Ethical practices should be institutionalized within the organization by being an integral part of the organizational culture. Sustaining an effective organizational culture is one of the key leadership actions and one aspect of an effective culture is that it promotes ethical behavior in the organization. Strategic leaders also develop explicit codes of conduct and provide ethics training to disseminate those codes. Examples of specific actions taken by strategic leaders to develop an ethical organizational culture include: (1) establishing and communicating specific goals to describe the firm’s ethical standards (e.g., developing and disseminating a code of conduct), (2) continuously revising and updating the code of conduct, based on inputs from people throughout the firm and from other stakeholders (e.g., customers and suppliers), (3) disseminating the code of conduct to all stakeholders to inform them of the firm’s ethical standards and practices, (4) developing and implementing methods and procedures to use in achieving the firm’s ethical standards (e.g., use of internal auditing practices that are consistent with the standards), (5) creating and using explicit reward systems that recognize acts of courage (e.g., rewarding those who use proper channels and procedures to report observed wrongdoing), and (6) creating a work environment in which all people are treated with dignity.
132. What is organizational culture? What must strategic leaders do to develop and sustain an effective organizational culture?
Organizational culture is the set of ideologies, symbols, and core values that is shared throughout the organization and that influences the way the firm conducts its business. An organization’s culture can be a source of competitive advantage.
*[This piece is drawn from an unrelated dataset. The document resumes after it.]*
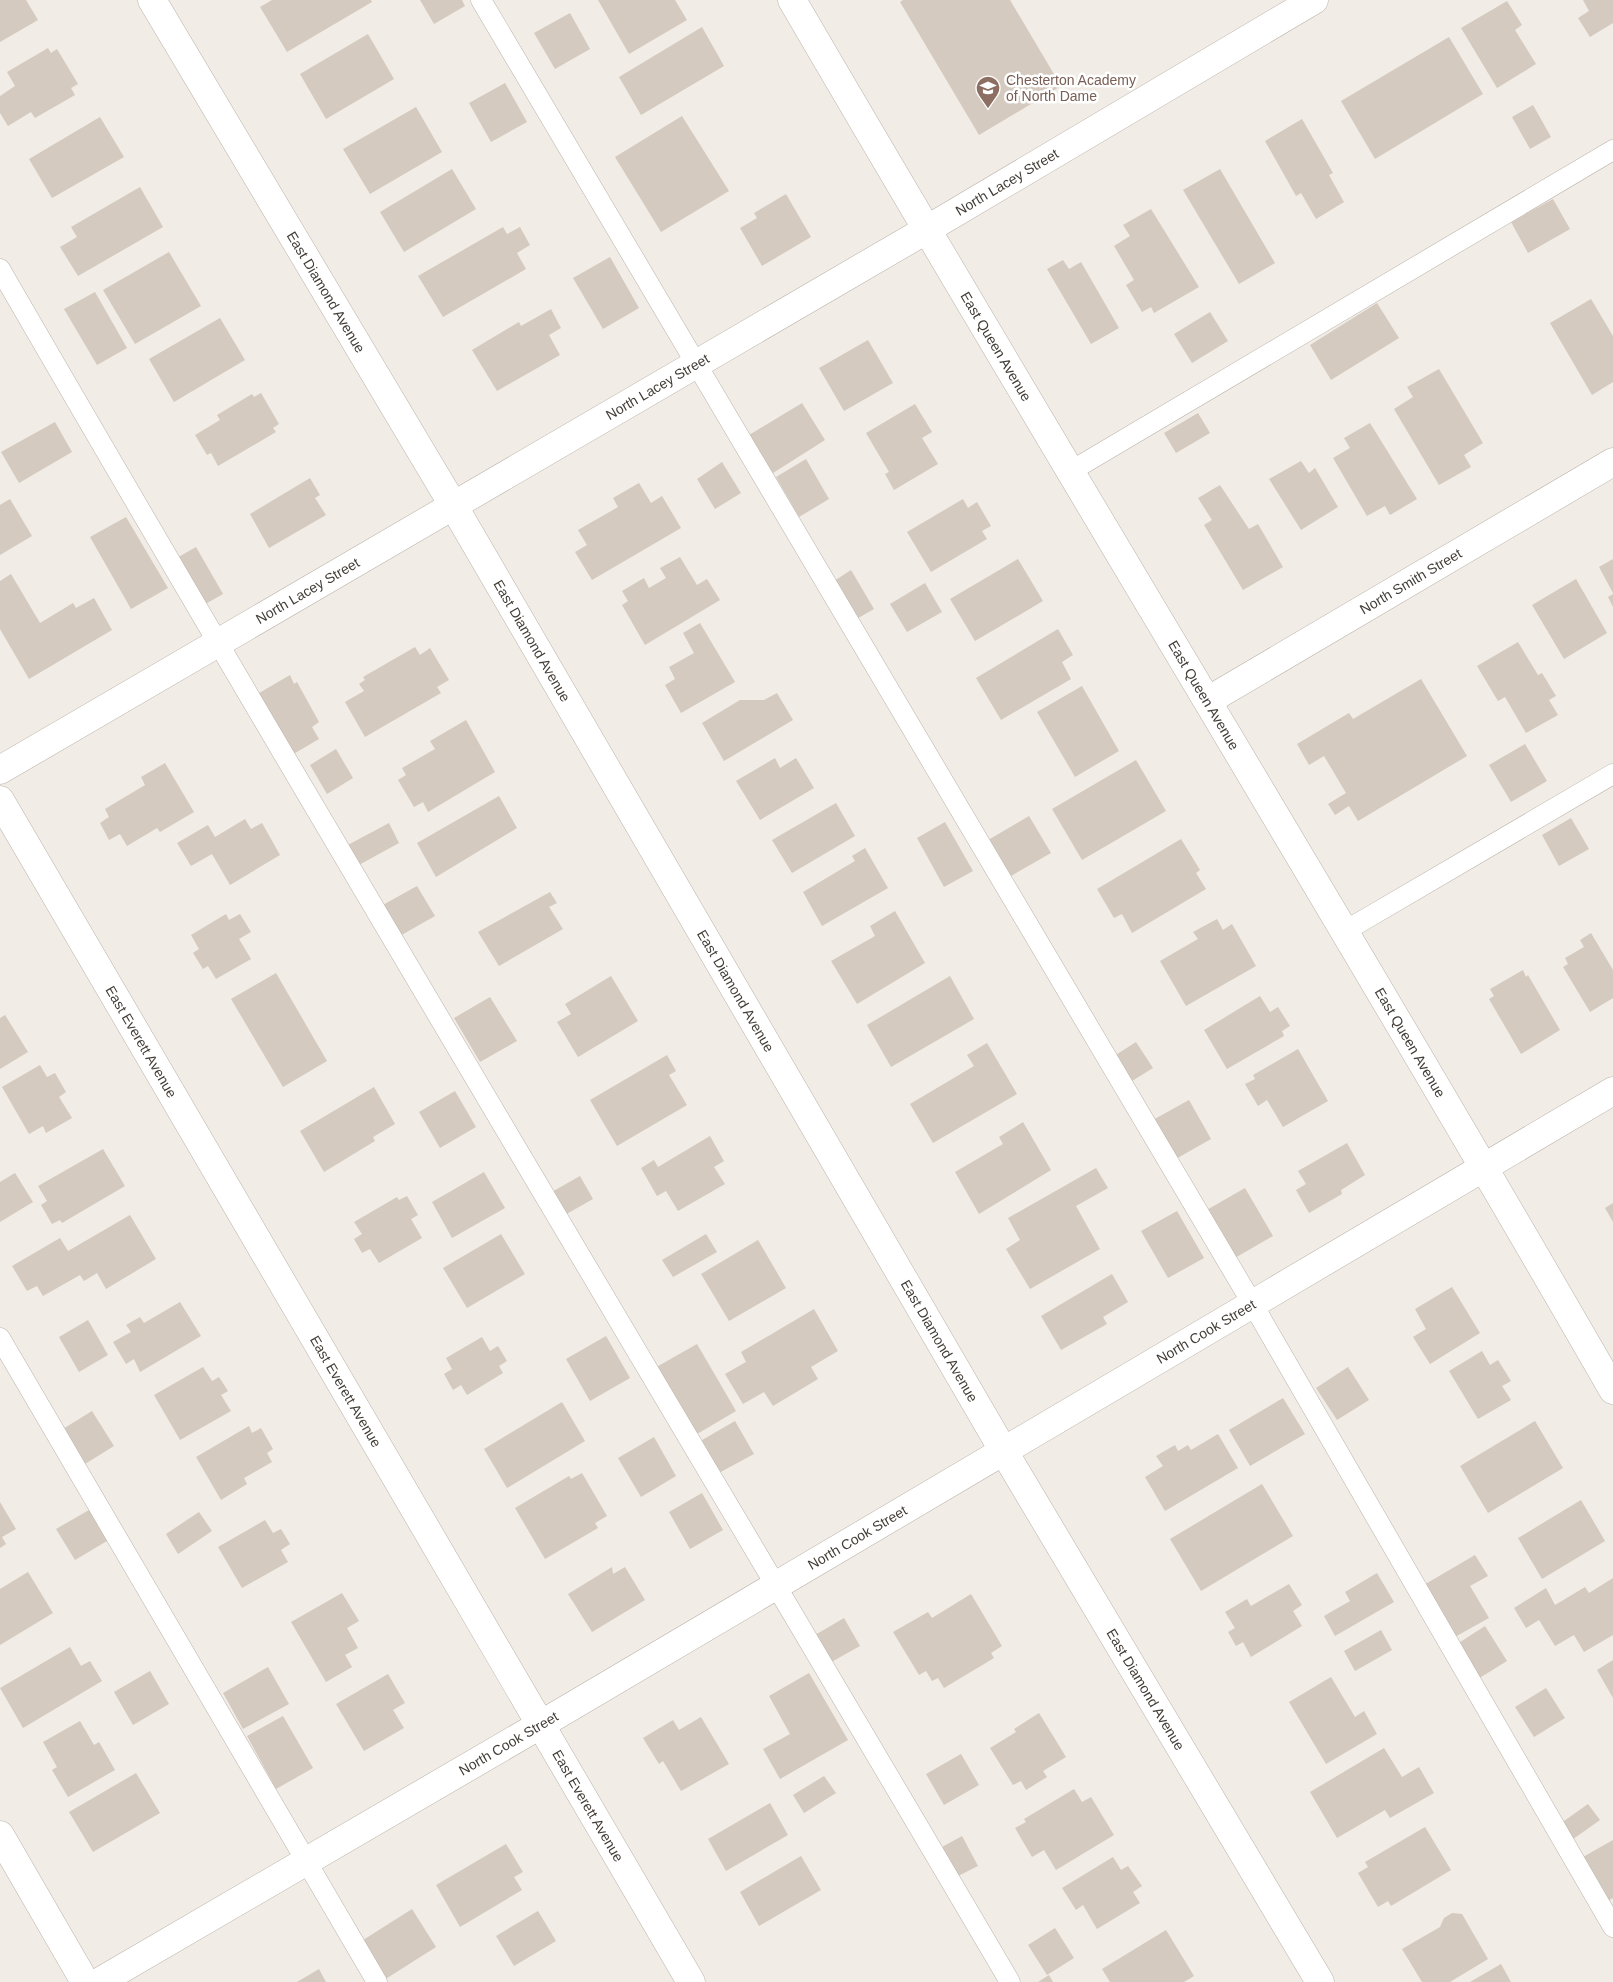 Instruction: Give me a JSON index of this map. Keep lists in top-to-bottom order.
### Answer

It is more
difficult to change a firm’s culture than to sustain it. But effective strategic leadership recognizes when a change in a firm’s culture is necessary. Incremental changes to the firm’s culture are typically used to implement strategies. Sometimes radical changes are used to support strategies that differ from the firm’s historical pattern. Shaping
and reinforcing change in an organization’s culture require communication and problem solving, selection processes that find people with the right values, effective performance appraisals focused on goals reflecting the new culture, and reward systems that reward behaviors reflecting the new core values. Change occurs only when it is actively supported by the CEO, other top managers, and middle management.